Home Read Classic Album Review: Mariah Carey | Charmbracelet

Classic Album Review: Mariah Carey | Charmbracelet

Following the unmitigated disaster of Glitter, the unrepentant diva retreats to her comfort zone of silky, overblown ballads and forgettable featherweight hip-hop.

948

This came out in 2002 – or at least that’s when I got it. Here’s what I said about it back then (with some minor editing):

 


Near as I can tell, there were about 15 people on the planet who appreciated and enjoyed the retro-funk of Mariah Carey’s last album Glitter. Just for the record and in the interest of full disclosure, I would like to note that I was on that very small list. Which is probably as good a way as any of establishing that I’m not your typical Mariah fan.

So who is? Well, if the folks you see in the front row of her concert videos are typical, Carey’s fan base has always consisted of teenage girls who want to be her and teenage boys who want to be with her. And those dependable supporters are who she’s targetting again with both barrels on her comeback album Charmbracelet.

That’s hardly a surprise.
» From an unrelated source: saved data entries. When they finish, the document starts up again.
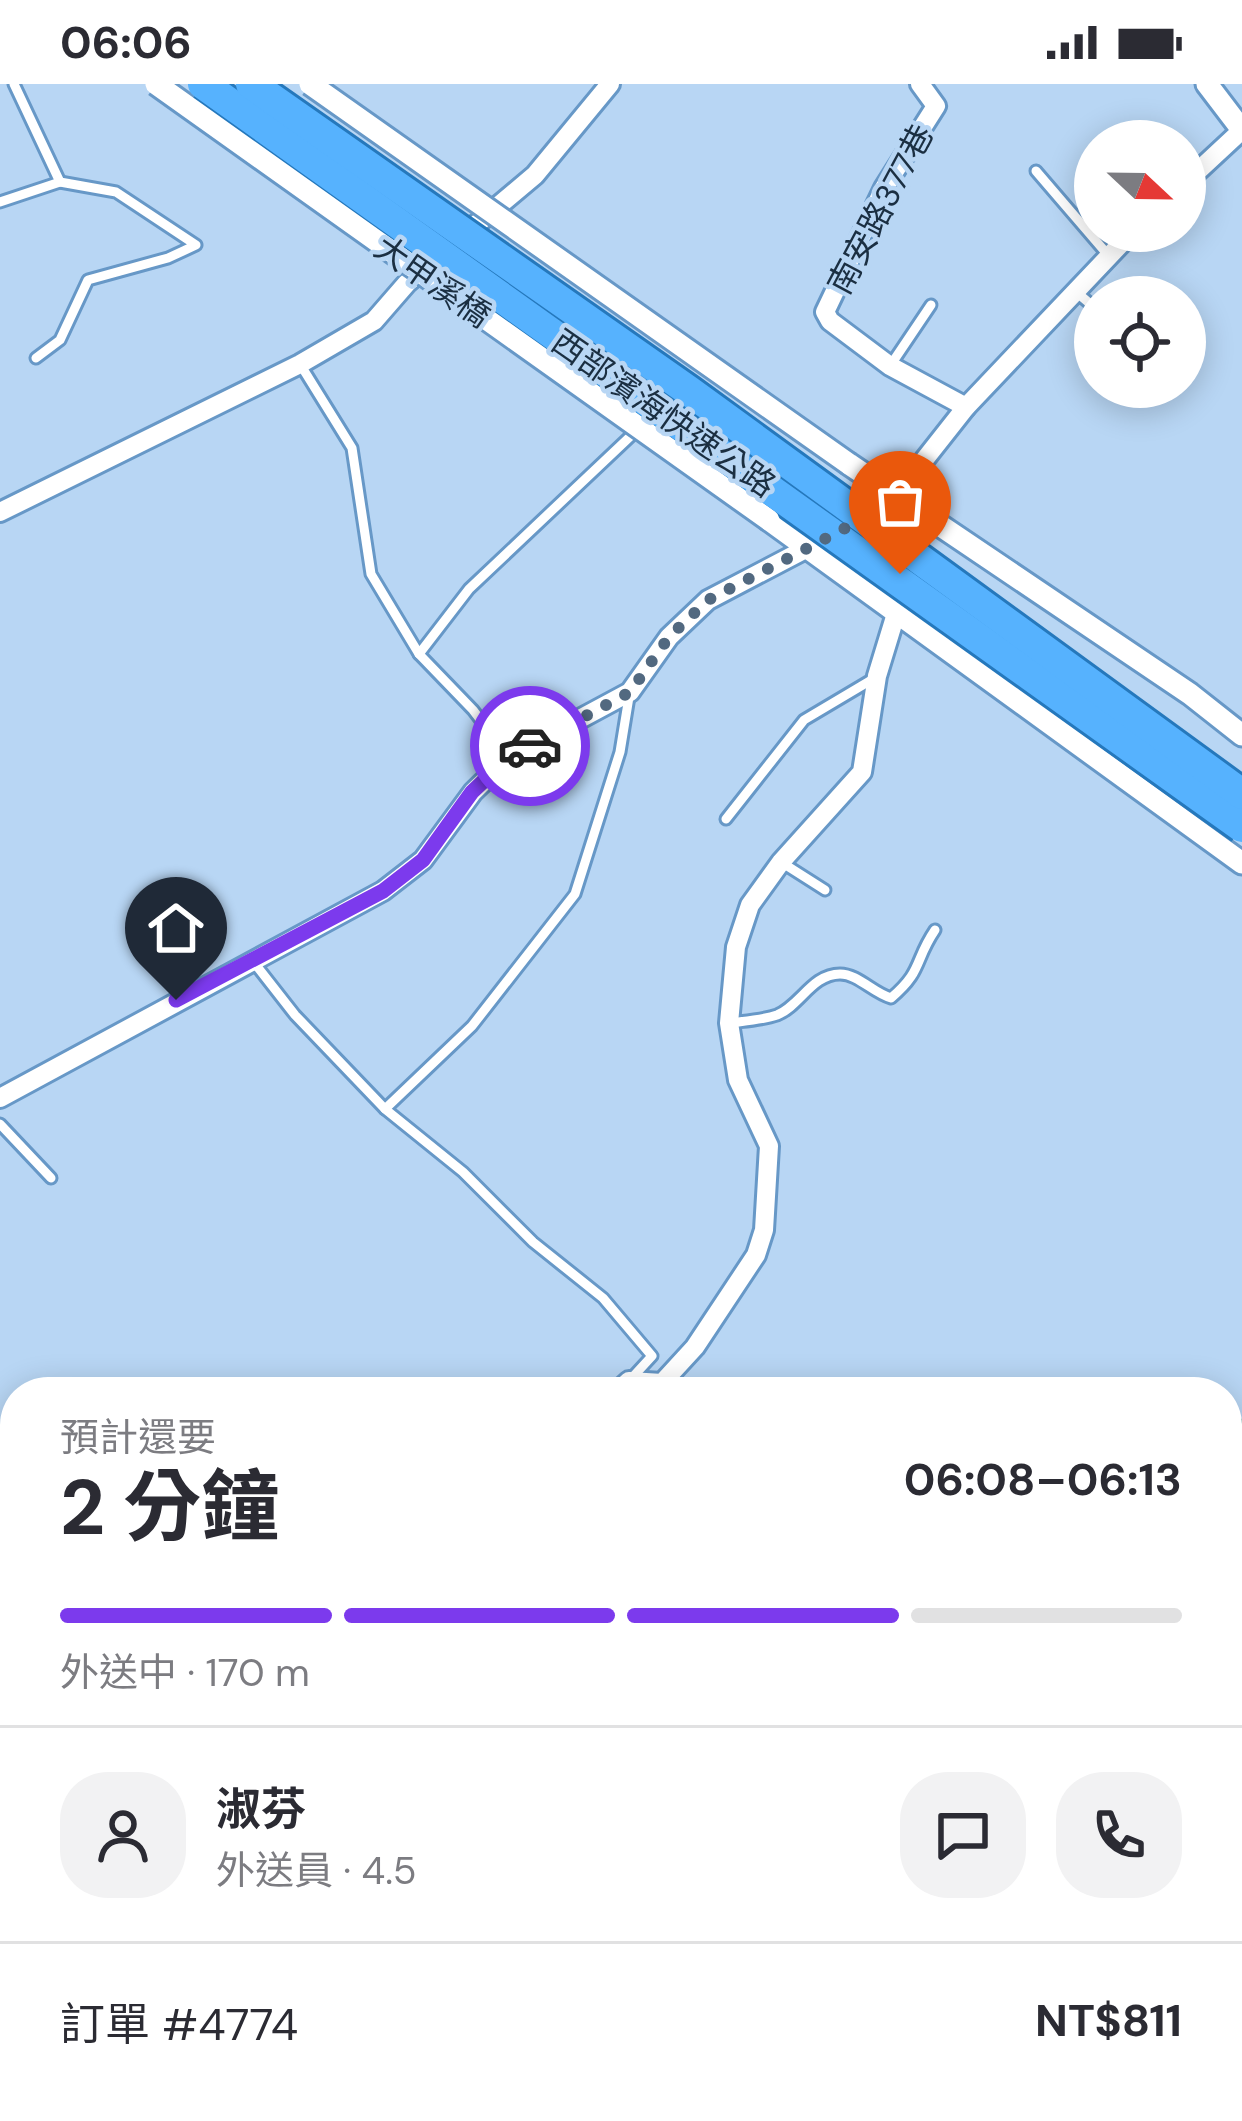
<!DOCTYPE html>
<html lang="zh-TW">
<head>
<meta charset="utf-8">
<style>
  :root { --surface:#fff; --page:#f2f2f3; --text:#2b2b33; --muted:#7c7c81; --line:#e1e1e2; --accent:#7c3aed }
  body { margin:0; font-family:"DM Sans","Noto Sans TC",sans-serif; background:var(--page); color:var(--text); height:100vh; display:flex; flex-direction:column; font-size:45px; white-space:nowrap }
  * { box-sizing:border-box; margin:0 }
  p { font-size:39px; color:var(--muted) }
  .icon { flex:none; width:66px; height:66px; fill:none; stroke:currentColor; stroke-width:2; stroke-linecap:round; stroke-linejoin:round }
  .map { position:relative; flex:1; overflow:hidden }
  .drawer { position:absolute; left:0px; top:1293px; width:1242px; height:744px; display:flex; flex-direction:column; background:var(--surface); border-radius:48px 48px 0 0; box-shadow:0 6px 30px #0003 }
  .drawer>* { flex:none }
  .needle { width:78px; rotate:112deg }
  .buttons { position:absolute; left:1074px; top:36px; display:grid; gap:24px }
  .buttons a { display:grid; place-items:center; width:132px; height:132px; border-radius:50%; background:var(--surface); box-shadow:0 6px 30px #0003; font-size:60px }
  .pin { position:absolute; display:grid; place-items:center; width:102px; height:102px; color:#fff; margin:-123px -51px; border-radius:50% 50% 50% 0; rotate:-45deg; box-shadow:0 0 12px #0007 }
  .pin .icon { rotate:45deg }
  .courier { position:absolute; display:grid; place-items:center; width:120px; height:120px; margin:-60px; border:9px solid #7c3aed; border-radius:50%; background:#fff; color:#222; box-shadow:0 3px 15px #0007 }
  .headline em { font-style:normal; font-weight:700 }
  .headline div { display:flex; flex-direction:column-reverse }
  .headline { display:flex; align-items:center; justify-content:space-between; height:204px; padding:0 60px }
  h1 { font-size:78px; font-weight:700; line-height:90px }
  .bar { display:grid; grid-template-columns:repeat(4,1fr); gap:18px 12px; align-content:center; height:144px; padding:0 60px }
  .bar i { height:15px; border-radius:9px; background:var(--line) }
  .bar .on { background:var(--accent) }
  .bar p { grid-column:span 4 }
  .line { display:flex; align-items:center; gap:30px; padding:0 60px; border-top:3px solid var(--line) }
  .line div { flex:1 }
  .round { display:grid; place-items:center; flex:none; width:126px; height:126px; border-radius:48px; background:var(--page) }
  .status { display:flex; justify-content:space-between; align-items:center; height:84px; padding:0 60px; background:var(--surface); direction:ltr }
  .status svg { height:33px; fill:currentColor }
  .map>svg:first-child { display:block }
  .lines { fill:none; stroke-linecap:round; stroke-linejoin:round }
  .stream { stroke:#258780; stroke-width:4.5 }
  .service-casing { stroke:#6798c7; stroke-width:15 }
  .minor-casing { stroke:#6798c7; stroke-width:24 }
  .tertiary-casing { stroke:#6798c7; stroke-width:27 }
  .service { stroke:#fff; stroke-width:9 }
  .minor { stroke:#fff; stroke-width:18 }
  .tertiary { stroke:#fff; stroke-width:21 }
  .tertiary-bridge-casing { stroke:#6798c7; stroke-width:27; stroke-linecap:butt }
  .trunk-bridge-casing { stroke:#2578bc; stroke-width:36; stroke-linecap:butt }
  .tertiary-bridge { stroke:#fff; stroke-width:21 }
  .trunk-bridge { stroke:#56b2fe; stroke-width:30 }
  .done { stroke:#526980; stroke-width:12; stroke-dasharray:0 21.6 }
  .route { stroke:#7c3aed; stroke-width:15 }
  .labels { text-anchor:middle; stroke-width:9; stroke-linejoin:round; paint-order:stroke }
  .street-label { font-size:33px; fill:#1b2f42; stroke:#b8d6f4 }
</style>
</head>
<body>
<div class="status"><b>06:06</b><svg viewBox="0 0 49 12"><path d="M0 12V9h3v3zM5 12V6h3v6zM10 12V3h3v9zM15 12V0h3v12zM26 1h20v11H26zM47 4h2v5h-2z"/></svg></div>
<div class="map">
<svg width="1242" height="2037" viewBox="0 0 1242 2037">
  <rect width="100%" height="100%" fill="#b8d6f4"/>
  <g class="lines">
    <!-- stream -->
    <g class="stream">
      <path d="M1227 1368 1234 1364 1232 1339 1242 1337"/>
      <path d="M0 1817 15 1814"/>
      <path d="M513 2037 516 2022"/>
    </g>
    <!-- service casing -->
    <g class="service-casing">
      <g id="service">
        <path d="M1036 87 1108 171"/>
        <path d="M0 118 60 98 14 0"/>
        <path d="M1074 206 1095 224"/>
        <path d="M36 274 60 256 88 196 168 174 196 161 116 108 60 98"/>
        <path d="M300 280 352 364 371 490 419 570 473 626 509 673"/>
        <path d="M890 282 931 221"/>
        <path d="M419 570 469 505 636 347"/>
        <path d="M726 735 804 636 873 595"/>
        <path d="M781 778 825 806"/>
        <path d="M252 876 295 931 385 1025 463 1088 533 1158 603 1214 652 1272 629 1297"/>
        <path d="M729 939C744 937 763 936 777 931 800 922 812 890 840 890 858 890 873 909 891 914 923 887 914 877 935 846"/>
        <path d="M385 1025 472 942 575 810 620 668 629 613"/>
        <path d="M0 1040 51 1094"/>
        <path d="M0 1490 15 1500"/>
        <path d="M0 1610 15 1595"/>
        <path d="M0 1825 15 1822"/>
      </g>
    </g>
    <!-- minor casing -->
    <g class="minor-casing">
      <g id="minor">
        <path d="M920 0 936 22 884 104 825 228 830 237 890 282 966 323"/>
        <path d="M1185 99 1242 46"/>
        <path d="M459 155 535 91 610 0"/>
        <path d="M0 428 300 280 374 237 407 199 429 180"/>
        <path d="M900 462 901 415 925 375 966 323 1133 147"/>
        <path d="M0 1014 383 807 423 776 473 708 509 673 630 608 669 553 708 516 901 415"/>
        <path d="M617 1308 629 1297 662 1299 695 1263 756 1171 764 1146 769 1062 738 996 729 939 736 863 750 821 781 778 862 688 877 592 899 520"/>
        <path d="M1227 1550 1242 1544"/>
        <path d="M1020 2022 1041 2037"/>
        <path d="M451 2037 452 2022"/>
      </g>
    </g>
    <!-- tertiary casing -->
    <g class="tertiary-casing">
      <g id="tertiary">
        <path d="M1207 0 1242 46"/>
        <path d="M849 380 1190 610 1242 651"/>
        <path d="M769 436 1242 779"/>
      </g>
    </g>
    <!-- service -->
    <use href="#service" class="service"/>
    <!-- minor -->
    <use href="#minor" class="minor"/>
    <!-- tertiary -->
    <use href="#tertiary" class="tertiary"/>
    <!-- tertiary-bridge casing -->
    <g class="tertiary-bridge-casing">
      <g id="tertiary-bridge">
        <path d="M156 0 769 436"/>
        <path d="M310 0 849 380"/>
      </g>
    </g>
    <!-- trunk-bridge casing -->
    <g class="trunk-bridge-casing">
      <g id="trunk-bridge">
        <path d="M203 0 1242 743"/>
        <path d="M251 0 689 307 1242 710"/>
      </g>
    </g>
    <!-- tertiary-bridge -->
    <use href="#tertiary-bridge" class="tertiary-bridge"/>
    <!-- trunk-bridge -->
    <use href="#trunk-bridge" class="trunk-bridge"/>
  </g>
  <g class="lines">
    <!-- done -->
    <path class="done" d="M530 662 630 608 669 553 708 516 901 415 900 490"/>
    <!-- route -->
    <path class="route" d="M176 916 383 807 423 776 472 708 509 673 530 662"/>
  </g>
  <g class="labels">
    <!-- street labels -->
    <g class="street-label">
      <text transform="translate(880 125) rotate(-62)" y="12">南安路377巷</text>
      <text transform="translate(433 197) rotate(35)" y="12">大甲溪橋</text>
      <text transform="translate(664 329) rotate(35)" y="12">西部濱海快速公路</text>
    </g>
  </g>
</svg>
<div class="buttons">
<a><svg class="needle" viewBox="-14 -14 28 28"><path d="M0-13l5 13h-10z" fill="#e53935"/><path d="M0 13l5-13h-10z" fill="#7c7c81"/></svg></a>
<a><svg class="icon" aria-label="locate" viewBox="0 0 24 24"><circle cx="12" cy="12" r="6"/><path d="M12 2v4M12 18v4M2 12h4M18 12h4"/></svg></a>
</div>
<div class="pin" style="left:900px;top:490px;background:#ea580c"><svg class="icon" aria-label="bag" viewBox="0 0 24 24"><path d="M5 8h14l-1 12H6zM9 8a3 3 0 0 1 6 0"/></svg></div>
<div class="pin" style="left:176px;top:916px;background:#1f2937"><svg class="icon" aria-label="home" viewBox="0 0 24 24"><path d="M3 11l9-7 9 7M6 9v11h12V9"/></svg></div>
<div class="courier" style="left:530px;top:662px"><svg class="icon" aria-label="car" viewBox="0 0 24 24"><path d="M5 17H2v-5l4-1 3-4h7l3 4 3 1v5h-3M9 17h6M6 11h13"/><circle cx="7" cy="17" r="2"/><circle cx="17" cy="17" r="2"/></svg></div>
<section class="drawer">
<div class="headline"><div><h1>2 分鐘</h1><p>預計還要</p></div><em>06:08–06:13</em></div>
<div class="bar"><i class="on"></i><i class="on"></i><i class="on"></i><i></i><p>外送中 · 170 m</p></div>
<div class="line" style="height:216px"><a class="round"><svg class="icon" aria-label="person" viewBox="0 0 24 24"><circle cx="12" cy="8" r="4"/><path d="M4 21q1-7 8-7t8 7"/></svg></a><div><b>淑芬</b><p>外送員 · 4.5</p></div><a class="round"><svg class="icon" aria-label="chat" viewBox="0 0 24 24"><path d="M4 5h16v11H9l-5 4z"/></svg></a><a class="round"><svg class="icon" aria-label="phone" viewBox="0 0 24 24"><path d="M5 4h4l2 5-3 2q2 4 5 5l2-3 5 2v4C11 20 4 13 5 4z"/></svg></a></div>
<div class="line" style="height:156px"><div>訂單 #4774</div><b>NT$811</b></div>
</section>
</div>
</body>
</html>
After all the turmoil of the past couple of years — a divorce, a record-label change, a universally panned movie and album, and that very, very public meltdown — it’s no wonder Mariah has retreated to a safe haven on this 15-song effort. But after listening to yet another bland collection of silky, overblown ballads and forgettable featherweight hip-hop, it’s hard not to wonder if she’s playing it too safe. And after listening to her oohing and aahing and cooing and moaning and humming and squeaking and twittering and sighing for a solid hour like a cross between an angel, an exotic bird and an adult film star, it’s hard not to wonder about something else: Whether or not she’s playing with a full deck.
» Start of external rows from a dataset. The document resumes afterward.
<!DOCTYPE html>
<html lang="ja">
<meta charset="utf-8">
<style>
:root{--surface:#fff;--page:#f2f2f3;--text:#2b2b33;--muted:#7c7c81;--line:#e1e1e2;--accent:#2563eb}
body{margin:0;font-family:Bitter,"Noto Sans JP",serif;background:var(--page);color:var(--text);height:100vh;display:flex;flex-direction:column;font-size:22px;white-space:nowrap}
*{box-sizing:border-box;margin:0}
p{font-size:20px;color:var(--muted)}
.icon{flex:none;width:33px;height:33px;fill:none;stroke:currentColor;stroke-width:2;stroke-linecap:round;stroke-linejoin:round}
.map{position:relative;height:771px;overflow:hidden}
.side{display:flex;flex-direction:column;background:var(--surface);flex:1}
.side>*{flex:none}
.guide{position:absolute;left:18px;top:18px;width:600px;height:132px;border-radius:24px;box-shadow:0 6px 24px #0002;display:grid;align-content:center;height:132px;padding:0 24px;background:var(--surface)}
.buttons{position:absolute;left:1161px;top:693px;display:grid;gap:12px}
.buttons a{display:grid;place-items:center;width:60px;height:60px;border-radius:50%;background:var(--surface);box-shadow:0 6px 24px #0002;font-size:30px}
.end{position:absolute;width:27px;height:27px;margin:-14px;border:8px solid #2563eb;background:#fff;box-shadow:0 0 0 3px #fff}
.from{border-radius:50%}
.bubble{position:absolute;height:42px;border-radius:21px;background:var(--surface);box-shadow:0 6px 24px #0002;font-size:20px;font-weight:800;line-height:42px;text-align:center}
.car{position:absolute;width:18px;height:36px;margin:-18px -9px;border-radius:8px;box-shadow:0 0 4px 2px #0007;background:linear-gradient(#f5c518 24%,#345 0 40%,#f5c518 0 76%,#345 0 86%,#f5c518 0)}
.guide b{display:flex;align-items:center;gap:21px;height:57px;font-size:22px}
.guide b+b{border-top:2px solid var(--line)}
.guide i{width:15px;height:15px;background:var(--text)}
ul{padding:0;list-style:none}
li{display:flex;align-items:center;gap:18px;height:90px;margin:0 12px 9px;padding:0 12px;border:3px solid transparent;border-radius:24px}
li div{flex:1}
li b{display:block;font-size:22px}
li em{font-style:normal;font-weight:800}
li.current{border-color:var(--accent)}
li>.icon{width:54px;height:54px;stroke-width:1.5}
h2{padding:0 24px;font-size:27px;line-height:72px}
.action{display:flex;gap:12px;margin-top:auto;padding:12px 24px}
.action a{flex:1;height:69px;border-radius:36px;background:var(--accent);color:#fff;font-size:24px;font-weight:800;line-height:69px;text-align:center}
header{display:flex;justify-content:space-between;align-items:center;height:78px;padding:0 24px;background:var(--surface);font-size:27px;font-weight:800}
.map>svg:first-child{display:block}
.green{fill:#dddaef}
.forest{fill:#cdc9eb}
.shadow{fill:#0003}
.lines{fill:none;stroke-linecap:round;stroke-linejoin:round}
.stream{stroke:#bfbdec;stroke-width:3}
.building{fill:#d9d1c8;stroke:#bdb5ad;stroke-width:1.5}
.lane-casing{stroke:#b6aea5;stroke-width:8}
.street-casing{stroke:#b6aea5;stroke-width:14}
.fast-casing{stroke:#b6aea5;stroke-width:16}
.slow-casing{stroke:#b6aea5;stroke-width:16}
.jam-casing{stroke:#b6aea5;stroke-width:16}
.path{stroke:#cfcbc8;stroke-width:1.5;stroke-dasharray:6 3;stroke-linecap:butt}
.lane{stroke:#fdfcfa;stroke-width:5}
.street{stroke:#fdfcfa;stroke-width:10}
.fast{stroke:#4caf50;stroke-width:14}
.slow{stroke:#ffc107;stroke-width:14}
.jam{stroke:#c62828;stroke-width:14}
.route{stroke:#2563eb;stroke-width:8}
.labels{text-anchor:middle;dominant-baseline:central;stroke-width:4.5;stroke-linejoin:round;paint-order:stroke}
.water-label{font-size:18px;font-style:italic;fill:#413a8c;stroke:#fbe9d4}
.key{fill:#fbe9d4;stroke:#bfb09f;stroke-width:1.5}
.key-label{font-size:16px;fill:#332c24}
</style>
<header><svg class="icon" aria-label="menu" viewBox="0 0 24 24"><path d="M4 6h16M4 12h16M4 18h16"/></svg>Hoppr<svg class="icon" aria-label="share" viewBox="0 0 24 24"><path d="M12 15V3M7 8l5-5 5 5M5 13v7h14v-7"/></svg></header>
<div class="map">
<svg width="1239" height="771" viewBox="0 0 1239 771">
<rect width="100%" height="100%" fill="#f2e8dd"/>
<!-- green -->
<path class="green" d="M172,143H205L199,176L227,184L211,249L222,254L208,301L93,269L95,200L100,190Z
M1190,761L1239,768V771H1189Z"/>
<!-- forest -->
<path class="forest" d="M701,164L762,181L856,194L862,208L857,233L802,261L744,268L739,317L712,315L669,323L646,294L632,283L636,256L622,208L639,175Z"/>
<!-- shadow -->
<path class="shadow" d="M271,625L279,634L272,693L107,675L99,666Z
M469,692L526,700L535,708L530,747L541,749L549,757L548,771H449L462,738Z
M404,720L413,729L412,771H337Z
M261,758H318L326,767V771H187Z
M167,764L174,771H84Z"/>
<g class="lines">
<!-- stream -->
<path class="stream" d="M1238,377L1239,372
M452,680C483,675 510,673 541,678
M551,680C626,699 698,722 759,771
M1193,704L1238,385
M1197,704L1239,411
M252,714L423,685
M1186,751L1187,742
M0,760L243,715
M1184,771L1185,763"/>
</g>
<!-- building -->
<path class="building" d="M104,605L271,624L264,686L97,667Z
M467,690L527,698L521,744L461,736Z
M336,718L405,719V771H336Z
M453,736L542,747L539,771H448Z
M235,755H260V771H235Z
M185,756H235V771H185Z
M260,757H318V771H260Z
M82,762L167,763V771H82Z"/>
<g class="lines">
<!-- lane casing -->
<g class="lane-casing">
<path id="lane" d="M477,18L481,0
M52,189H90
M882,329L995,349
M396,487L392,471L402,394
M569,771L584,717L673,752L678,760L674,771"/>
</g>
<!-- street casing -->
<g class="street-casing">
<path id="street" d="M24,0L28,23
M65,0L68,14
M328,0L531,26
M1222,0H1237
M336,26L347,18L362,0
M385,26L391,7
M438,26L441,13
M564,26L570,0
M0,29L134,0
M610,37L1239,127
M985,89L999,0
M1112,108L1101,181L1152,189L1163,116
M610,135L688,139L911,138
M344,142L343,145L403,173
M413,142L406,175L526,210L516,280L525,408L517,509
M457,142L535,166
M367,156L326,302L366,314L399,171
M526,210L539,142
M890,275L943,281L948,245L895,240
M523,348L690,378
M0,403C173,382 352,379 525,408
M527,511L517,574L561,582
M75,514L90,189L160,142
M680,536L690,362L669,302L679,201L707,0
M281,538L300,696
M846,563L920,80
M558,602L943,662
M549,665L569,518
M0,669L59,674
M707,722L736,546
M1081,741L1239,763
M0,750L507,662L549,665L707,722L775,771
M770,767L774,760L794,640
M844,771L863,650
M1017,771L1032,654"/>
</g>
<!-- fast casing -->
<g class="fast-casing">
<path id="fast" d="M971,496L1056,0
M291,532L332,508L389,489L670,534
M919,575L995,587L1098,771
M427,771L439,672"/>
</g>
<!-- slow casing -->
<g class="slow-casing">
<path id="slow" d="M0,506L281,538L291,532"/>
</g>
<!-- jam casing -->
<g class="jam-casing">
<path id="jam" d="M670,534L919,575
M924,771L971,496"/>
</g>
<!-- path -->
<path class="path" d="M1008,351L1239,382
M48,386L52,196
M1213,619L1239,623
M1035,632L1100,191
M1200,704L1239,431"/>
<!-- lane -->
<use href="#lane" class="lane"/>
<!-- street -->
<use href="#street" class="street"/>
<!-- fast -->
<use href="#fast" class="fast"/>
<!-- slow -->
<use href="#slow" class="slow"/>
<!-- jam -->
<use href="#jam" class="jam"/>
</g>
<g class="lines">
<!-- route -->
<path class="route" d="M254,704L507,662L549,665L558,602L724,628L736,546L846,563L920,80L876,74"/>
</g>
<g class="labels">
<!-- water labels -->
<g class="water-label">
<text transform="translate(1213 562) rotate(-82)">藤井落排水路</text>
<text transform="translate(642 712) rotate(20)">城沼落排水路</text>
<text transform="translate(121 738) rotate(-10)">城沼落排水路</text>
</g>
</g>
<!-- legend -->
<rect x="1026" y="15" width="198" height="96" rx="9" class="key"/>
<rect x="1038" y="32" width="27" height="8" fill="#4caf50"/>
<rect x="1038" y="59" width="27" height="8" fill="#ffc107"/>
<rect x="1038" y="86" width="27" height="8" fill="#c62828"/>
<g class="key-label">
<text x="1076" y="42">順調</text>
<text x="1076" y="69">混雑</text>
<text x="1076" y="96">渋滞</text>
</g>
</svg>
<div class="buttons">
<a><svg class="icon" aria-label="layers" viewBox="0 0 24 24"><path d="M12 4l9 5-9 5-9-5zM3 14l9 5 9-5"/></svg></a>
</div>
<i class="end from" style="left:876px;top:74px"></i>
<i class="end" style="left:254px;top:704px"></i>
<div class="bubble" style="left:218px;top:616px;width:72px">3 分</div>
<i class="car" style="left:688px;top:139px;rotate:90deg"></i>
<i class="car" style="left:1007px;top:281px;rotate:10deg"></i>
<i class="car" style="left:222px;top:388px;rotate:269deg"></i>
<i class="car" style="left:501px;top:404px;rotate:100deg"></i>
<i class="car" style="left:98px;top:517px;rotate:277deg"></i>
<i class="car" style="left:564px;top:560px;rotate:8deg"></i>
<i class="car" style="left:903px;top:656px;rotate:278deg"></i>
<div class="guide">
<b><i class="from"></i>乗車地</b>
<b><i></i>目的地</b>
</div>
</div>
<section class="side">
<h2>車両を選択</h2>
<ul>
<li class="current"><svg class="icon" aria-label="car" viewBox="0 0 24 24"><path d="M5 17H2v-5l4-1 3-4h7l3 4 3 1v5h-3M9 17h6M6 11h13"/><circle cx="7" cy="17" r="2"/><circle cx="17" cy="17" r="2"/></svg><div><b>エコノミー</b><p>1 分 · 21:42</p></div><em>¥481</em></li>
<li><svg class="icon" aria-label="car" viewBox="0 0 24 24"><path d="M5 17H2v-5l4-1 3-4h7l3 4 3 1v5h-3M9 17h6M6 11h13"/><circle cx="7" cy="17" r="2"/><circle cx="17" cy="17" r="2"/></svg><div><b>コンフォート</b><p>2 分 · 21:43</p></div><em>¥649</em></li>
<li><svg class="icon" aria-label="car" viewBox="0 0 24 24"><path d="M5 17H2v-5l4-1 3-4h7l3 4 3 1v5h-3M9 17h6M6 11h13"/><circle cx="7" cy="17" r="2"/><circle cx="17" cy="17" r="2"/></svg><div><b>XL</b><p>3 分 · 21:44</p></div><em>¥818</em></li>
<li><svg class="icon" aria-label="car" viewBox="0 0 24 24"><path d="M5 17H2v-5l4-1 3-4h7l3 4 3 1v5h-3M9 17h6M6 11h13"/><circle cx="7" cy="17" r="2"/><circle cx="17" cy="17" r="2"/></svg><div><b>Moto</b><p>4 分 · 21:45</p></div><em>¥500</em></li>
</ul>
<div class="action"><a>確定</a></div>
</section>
Speaking of bizarre sounds, there is one moment of absurdly enjoyable freakiness amid all the cloying treacle and musical predictability: A breathy cover of Def Leppard’s classic power ballad Bringin’ On The Heartbreak, complete with lightly crunchy guitars and hilariously serious strings. For the sheer cheese value alone, you gotta love it. And I bet there are about, oh, 14 people on the planet who would agree with that opinion.